Wolf Moon and the fight against Franco

Julio Llamazares’ 1985 novel – newly translated in English – is a refusal to forget the brutality of the Spanish Civil War

By Bartolomeo Sala

“The past is never dead. It’s not even past,” might be one of the most abused of William Faulkner’s lines. It does speak to something, though, when it comes to Spain, a country whose transition to democracy following 40 years of dictatorship came with a politics of appeasement and forgetting. Although this was necessary back then, it means that, 50 years on, initiatives such as exhuming the unnamed victims of Francisco Franco’s regime, or the removal of El Caudillo’s remains from the memorial he built to commemorate the fallen fascists, continue to be contested fiercely and weaponised for political gain.
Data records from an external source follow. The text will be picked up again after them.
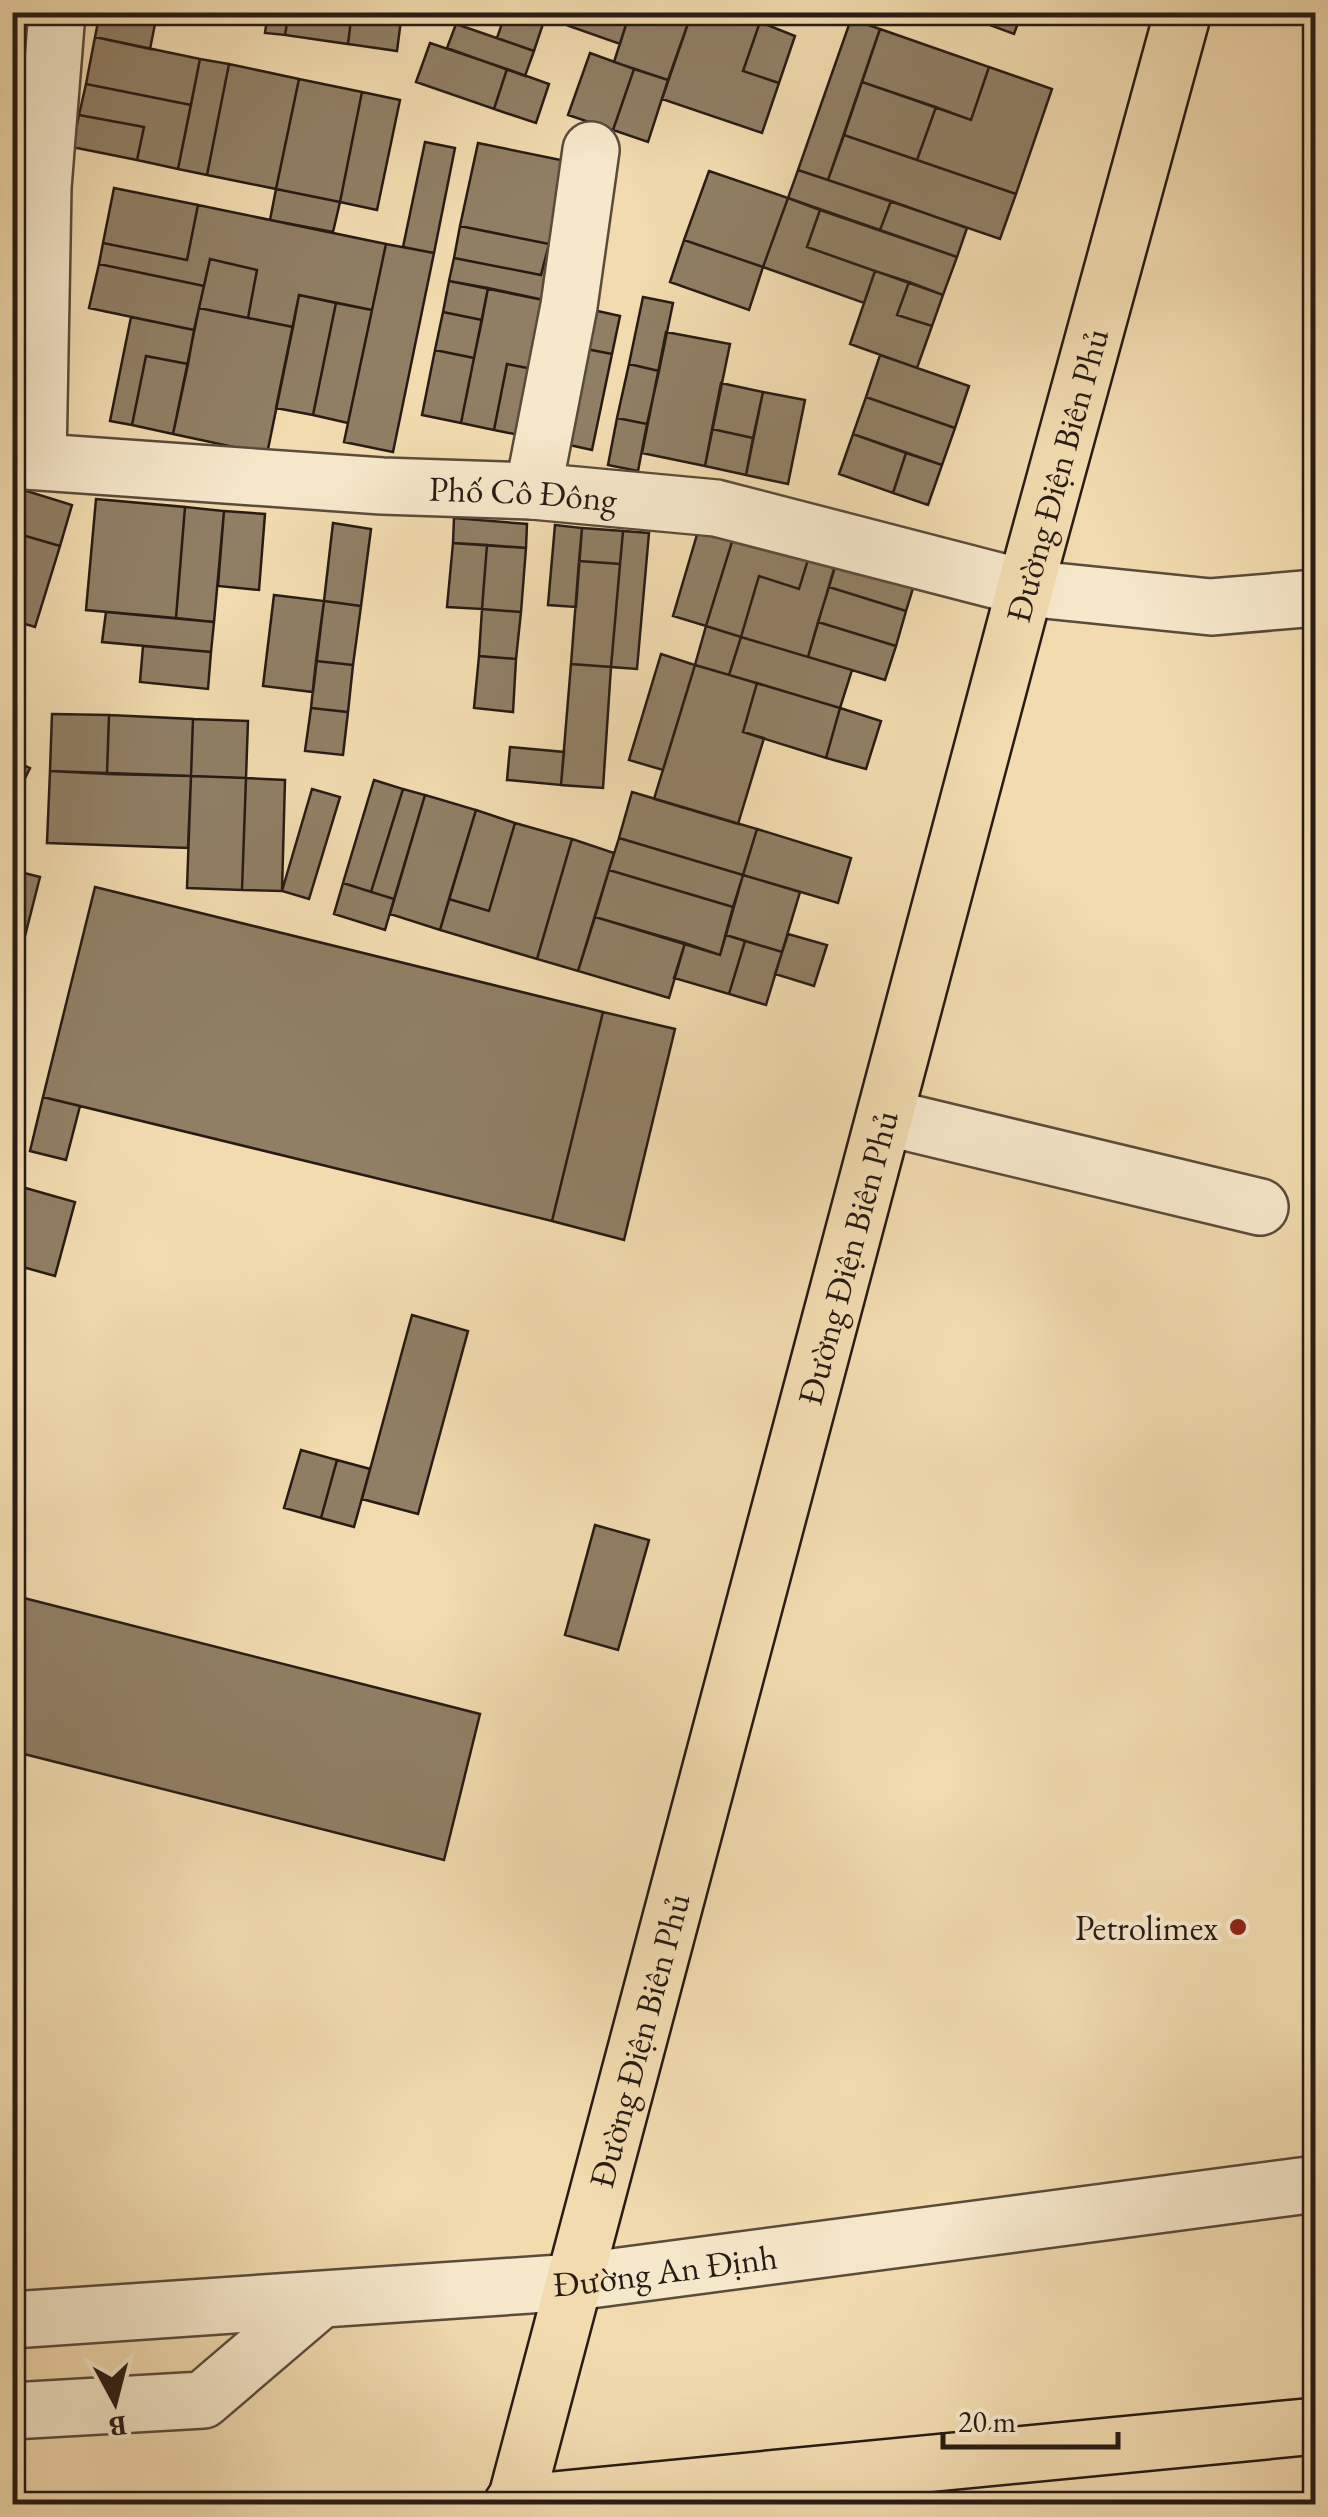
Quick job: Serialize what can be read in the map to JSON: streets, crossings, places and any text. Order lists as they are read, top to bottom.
{
  "streets": {
    "main road": ["Đường Điện Biên Phủ"],
    "street": ["Phố Cô Đông", "Đường An Định"]
  },
  "crossings": [
    ["Đường Điện Biên Phủ", "Phố Cô Đông"],
    ["Đường Điện Biên Phủ", "Đường An Định"]
  ],
  "places": ["Petrolimex"],
  "scale_bar": "20 m",
  "north": "bottom"
}
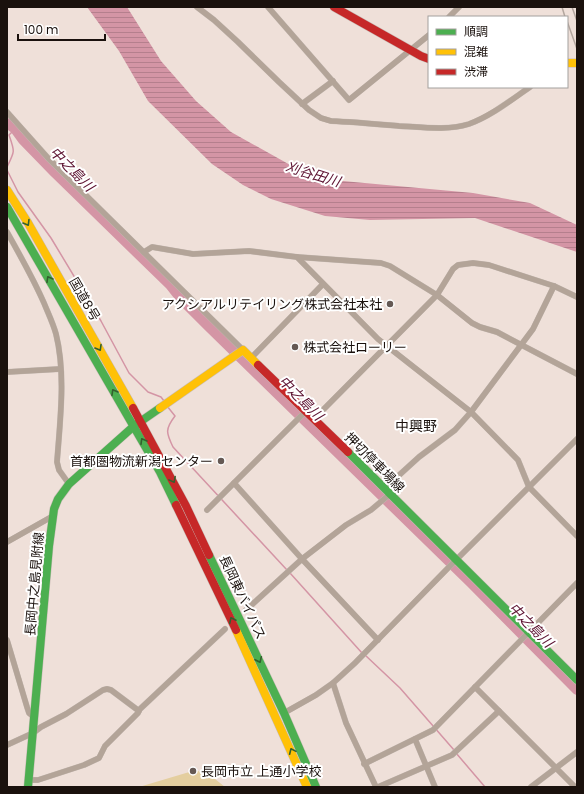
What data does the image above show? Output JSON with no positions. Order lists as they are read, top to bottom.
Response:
{
  "streets": {
    "main road": [
      "国道8号",
      "押切停車場線",
      "長岡中之島見附線",
      "長岡東バイパス"
    ]
  },
  "crossings": [
    ["国道8号", "長岡中之島見附線"],
    ["国道8号", "長岡東バイパス"],
    ["長岡中之島見附線", "長岡東バイパス"]
  ],
  "districts": ["中興野"],
  "water": ["中之島川", "刈谷田川"],
  "places": [
    "アクシアルリテイリング株式会社本社",
    "株式会社ローリー",
    "首都圏物流新潟センター",
    "長岡市立 上通小学校"
  ],
  "legend": ["順調", "混雑", "渋滞"],
  "scale_bar": "100 m"
}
Wolf Moon was originally published in 1985, just four years after another attempted coup rocked the newly formed parliament for a few hours. The novel appeared at a time when what came to be known as the Pacto del Olvido (the “pact of forgetting”) regarding the crimes of the regime was considered the price to pay to wipe the slate clean by the Spanish government.
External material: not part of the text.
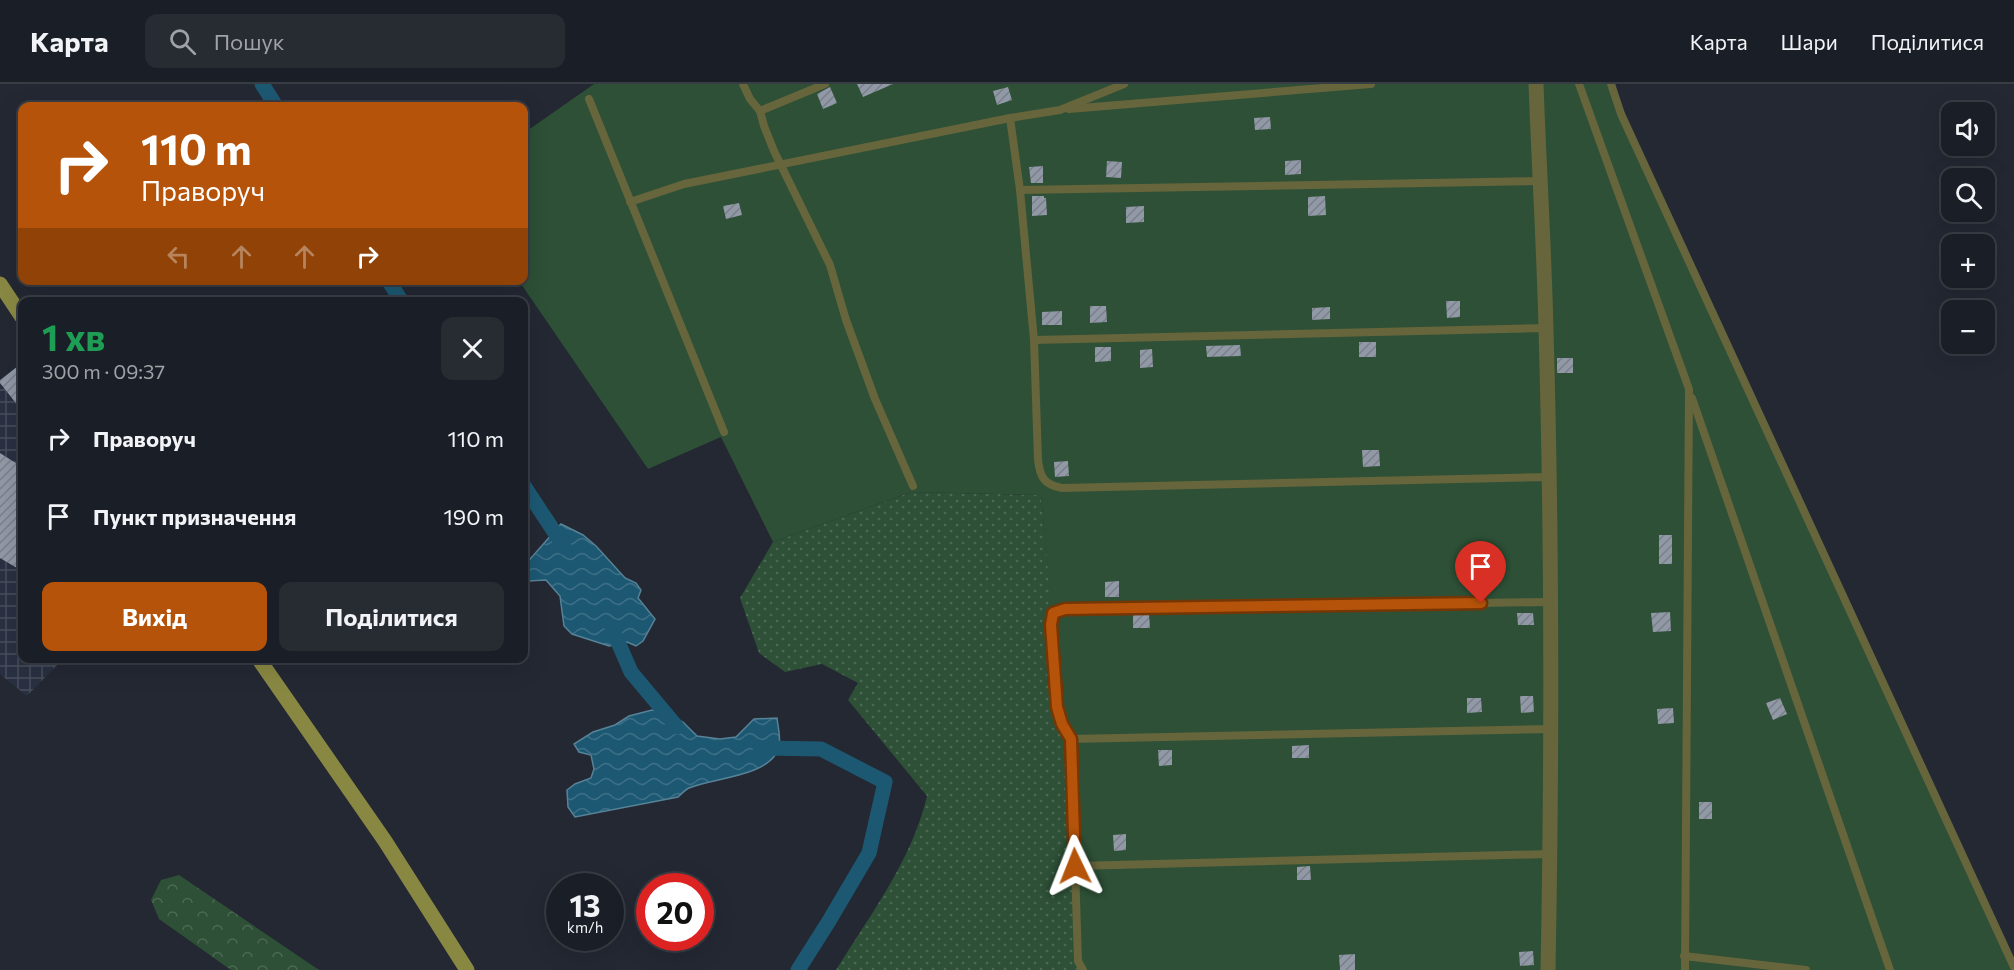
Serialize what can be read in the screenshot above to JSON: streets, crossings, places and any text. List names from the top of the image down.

And yet, as a story about anarco-syndicalist guerrillas who take to the Cantabrian mountains, Julio Llamazares’s first novel is notably rid of the “toxic sentimental fodder” that, according to the novelist Javier Cercas, has come to distinguish much revisionist literature coming in the wake of 2007’s Historical Memory Law, which acknowledged the victims of the Spanish Civil War. On the contrary, the novel’s myth-making relies on a form of hardboiled lyricism in which the heroics and romanticism of the fight against fascism are swapped for a primordial, brutish struggle for survival between man and landscape.

The novel covers a nine-year period by jumping between 1937, 1939, 1943 and 1946. At the beginning, we meet the narrator Ángel who, after the fall of the Northern Front, settles into clandestine life in the mountains and caves that surround his village. By 1946, when he decides to cross into France and leave his land behind, Ángel is the last man standing. In-between, he and his comrades Ramiro, Gildo and Juan effectively live as bandits, relying on robberies, blackmail and the villagers’ good will, while also being hounded by the police who are tasked with eliminating them, no matter the cost in men and resources.

Shootouts and ambushes punctuate the narrative. These face-offs are moments of excitement in a plot that primarily seeks to capture the everyday drudgery of living like “cornered animals”, holding out in an unforgiving landscape where letting your guard down could prove fatal.

The story opens on an autumn evening marked by the cold cierzo north wind, when a heavy rain from which the characters have sought refuge begins to subside. And the following pages see the four fugitives battle as much with the elements as with hostile guardias civiles and snitches, reacting to a rhythm determined more by changing seasons than events unfolding in Madrid, Barcelona or France.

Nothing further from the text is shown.